India Require One Million Highly Skilled Engineers

By Consultants Review Team Thursday, 11 July 2024

An industry association projects that over the next two to three years, India's technology sector will require more than a million engineers with advanced skills in artificial intelligence and other capabilities. This demand cannot be reached unless the government notably increases education and training in the nation.

According to Sangeeta Gupta, senior vice president and chief strategy officer at the National Association of Software and Service Companies, based in Bengaluru, the industry will need to reskill more than half of its current workforce in order to fill positions in industries like artificial intelligence, big data analytics, and cyber-security. Only 25% of sophisticated tech positions will be filled by recent college grads, she said.

In an interview on Monday, Gupta stated, "The workforce's employability is a huge challenge and will require a fair amount of work." "The industry needs to upskill continuously in the face of a rapidly changing digital landscape; it cannot afford to do so all at once."

With a $250 billion GDP, India's IT industry contributes significantly to the country's employment rate of 5.4 million. Roughly 7.5% of the GDP of the nation, which exceeds $3 trillion, is made up of IT services.

Due to a significant mismatch in the capabilities of the workforce and what employers want, IT companies such as Tata Consultancy Services Ltd. are having trouble filling vacancies. This might potentially harm Indian IT firms in the face of international competitors like Accenture Plc and International Business Machines Corp.

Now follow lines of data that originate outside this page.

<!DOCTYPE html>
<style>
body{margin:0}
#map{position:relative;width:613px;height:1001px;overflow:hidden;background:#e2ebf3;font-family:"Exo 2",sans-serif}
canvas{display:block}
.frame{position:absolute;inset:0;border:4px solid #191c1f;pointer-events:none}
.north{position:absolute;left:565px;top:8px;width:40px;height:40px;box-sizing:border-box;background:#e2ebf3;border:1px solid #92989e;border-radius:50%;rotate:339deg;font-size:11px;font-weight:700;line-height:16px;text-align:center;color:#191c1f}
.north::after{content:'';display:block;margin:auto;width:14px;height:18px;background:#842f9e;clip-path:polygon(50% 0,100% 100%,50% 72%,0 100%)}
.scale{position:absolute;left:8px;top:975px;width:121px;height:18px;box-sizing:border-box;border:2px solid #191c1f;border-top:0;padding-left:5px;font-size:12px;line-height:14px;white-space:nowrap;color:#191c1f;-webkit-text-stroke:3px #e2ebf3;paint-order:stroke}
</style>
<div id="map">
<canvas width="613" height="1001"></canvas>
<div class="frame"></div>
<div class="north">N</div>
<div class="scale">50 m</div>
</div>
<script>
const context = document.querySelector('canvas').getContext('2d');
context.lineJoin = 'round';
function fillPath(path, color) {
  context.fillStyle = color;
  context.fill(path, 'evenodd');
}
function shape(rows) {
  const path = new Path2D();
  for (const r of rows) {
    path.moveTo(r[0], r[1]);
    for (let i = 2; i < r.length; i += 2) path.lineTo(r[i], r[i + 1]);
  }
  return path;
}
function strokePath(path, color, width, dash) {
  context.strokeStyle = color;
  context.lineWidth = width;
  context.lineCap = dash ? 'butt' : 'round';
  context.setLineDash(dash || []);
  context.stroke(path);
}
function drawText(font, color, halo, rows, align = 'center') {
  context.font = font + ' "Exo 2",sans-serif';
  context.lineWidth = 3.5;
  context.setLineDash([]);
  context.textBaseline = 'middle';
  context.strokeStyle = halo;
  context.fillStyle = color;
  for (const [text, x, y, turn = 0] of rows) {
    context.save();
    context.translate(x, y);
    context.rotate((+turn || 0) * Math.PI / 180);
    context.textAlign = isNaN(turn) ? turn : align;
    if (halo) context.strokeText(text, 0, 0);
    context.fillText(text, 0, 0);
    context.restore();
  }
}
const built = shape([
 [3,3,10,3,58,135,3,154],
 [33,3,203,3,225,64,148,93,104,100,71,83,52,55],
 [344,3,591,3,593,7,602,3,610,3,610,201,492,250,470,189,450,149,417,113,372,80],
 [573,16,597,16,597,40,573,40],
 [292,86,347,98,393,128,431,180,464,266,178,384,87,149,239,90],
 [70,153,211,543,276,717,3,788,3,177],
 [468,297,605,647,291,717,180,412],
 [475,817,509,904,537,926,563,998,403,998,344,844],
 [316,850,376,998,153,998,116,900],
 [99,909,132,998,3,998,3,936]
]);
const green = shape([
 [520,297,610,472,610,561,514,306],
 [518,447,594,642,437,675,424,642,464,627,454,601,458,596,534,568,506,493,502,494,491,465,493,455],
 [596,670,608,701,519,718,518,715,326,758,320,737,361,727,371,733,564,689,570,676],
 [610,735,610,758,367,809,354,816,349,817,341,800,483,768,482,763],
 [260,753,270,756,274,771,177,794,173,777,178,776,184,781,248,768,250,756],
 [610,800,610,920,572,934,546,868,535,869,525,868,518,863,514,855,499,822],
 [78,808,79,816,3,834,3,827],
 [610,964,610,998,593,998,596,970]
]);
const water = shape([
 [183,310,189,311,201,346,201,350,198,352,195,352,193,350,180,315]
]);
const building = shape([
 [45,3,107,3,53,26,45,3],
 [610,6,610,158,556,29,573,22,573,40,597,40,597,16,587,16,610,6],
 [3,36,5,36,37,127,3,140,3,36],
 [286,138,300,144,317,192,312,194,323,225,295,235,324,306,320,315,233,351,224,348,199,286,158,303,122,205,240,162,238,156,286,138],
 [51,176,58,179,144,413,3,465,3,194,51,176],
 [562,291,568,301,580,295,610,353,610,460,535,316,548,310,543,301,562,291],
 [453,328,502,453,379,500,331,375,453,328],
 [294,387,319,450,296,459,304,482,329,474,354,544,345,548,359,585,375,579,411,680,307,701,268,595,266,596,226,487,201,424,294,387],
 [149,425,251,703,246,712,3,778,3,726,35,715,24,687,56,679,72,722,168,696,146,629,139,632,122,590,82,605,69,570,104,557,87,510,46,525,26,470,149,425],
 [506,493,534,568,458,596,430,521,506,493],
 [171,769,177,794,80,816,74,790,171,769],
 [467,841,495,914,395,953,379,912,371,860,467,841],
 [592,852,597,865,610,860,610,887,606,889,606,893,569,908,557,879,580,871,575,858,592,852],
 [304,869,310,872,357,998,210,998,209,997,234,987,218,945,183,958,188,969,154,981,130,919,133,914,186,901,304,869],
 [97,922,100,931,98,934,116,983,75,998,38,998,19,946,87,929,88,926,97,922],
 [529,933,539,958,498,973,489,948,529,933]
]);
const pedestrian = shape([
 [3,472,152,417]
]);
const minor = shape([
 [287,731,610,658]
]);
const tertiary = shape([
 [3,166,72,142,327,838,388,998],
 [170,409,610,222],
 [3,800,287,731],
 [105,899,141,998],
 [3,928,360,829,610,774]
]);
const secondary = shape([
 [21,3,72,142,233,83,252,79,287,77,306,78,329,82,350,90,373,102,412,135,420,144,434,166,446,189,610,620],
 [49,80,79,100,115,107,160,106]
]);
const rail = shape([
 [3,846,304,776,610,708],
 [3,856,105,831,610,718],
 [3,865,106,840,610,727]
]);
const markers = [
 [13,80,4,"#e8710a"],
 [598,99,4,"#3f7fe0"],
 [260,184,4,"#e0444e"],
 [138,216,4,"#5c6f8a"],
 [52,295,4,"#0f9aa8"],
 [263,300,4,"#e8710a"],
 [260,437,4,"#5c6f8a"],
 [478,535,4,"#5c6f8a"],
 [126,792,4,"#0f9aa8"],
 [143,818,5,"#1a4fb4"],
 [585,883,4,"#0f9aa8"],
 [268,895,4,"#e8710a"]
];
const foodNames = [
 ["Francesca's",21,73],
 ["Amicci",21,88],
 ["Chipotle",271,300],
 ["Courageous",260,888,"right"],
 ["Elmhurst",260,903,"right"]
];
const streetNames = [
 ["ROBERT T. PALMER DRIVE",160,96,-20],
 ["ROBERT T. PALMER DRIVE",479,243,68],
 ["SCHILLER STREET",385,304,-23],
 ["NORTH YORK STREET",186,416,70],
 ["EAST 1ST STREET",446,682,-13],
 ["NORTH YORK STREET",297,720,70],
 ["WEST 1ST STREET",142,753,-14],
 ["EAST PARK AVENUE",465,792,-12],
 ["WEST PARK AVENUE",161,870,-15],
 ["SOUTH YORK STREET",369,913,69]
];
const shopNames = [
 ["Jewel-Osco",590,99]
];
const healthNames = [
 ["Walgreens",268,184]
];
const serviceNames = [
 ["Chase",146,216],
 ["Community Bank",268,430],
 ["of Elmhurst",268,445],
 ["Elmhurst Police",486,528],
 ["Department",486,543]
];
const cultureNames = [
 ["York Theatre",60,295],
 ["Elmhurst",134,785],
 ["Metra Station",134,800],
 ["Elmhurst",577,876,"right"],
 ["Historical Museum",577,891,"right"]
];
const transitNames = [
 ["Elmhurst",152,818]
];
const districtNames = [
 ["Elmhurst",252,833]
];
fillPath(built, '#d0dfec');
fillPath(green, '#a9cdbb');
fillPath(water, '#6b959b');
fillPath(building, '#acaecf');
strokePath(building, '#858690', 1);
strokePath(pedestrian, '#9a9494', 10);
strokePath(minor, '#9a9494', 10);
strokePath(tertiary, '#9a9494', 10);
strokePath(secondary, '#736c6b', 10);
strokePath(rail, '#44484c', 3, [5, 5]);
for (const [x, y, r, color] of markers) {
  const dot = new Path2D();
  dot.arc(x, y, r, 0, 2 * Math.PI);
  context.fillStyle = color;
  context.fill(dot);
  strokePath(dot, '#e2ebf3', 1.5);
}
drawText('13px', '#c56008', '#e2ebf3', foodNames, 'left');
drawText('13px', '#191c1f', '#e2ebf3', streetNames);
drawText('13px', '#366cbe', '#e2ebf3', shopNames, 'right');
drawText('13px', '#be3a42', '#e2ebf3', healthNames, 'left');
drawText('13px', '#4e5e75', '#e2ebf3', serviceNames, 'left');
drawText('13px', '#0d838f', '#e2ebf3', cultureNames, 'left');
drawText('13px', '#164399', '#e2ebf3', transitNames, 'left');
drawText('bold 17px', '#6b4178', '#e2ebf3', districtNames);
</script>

TCS stated last month that the skills gap is preventing them from filling 80,000 positions. In the fiscal year that concluded in March, it also increased the number of its staff members who received AI training. The largest engineering and construction company in India, Larsen & Toubro Ltd., said in June that it is short-staffed with 20,000 engineers in its IT and IT-enabled services division.

According to Gupta, India's subpar educational system, which extends from elementary to high school, is the main cause of the country's talent gap. She claimed that not enough practical skills, which are necessary for the labor market, are taught in colleges.

According to Nasscom, by 2028, the gap between supply and demand for digital skills should have widened from the present 25% to around 29%.

The remarks support the concerns of prominent economists such as former governor of the central bank Raghuram Rajan, who assert that inadequate education in India would impede economic possibilities in a nation where over half of the 1.4 billion people live below the age of thirty. According to a recent International Labour Organization research, young individuals with greater levels of education have a higher unemployment rate than those with lower levels of education.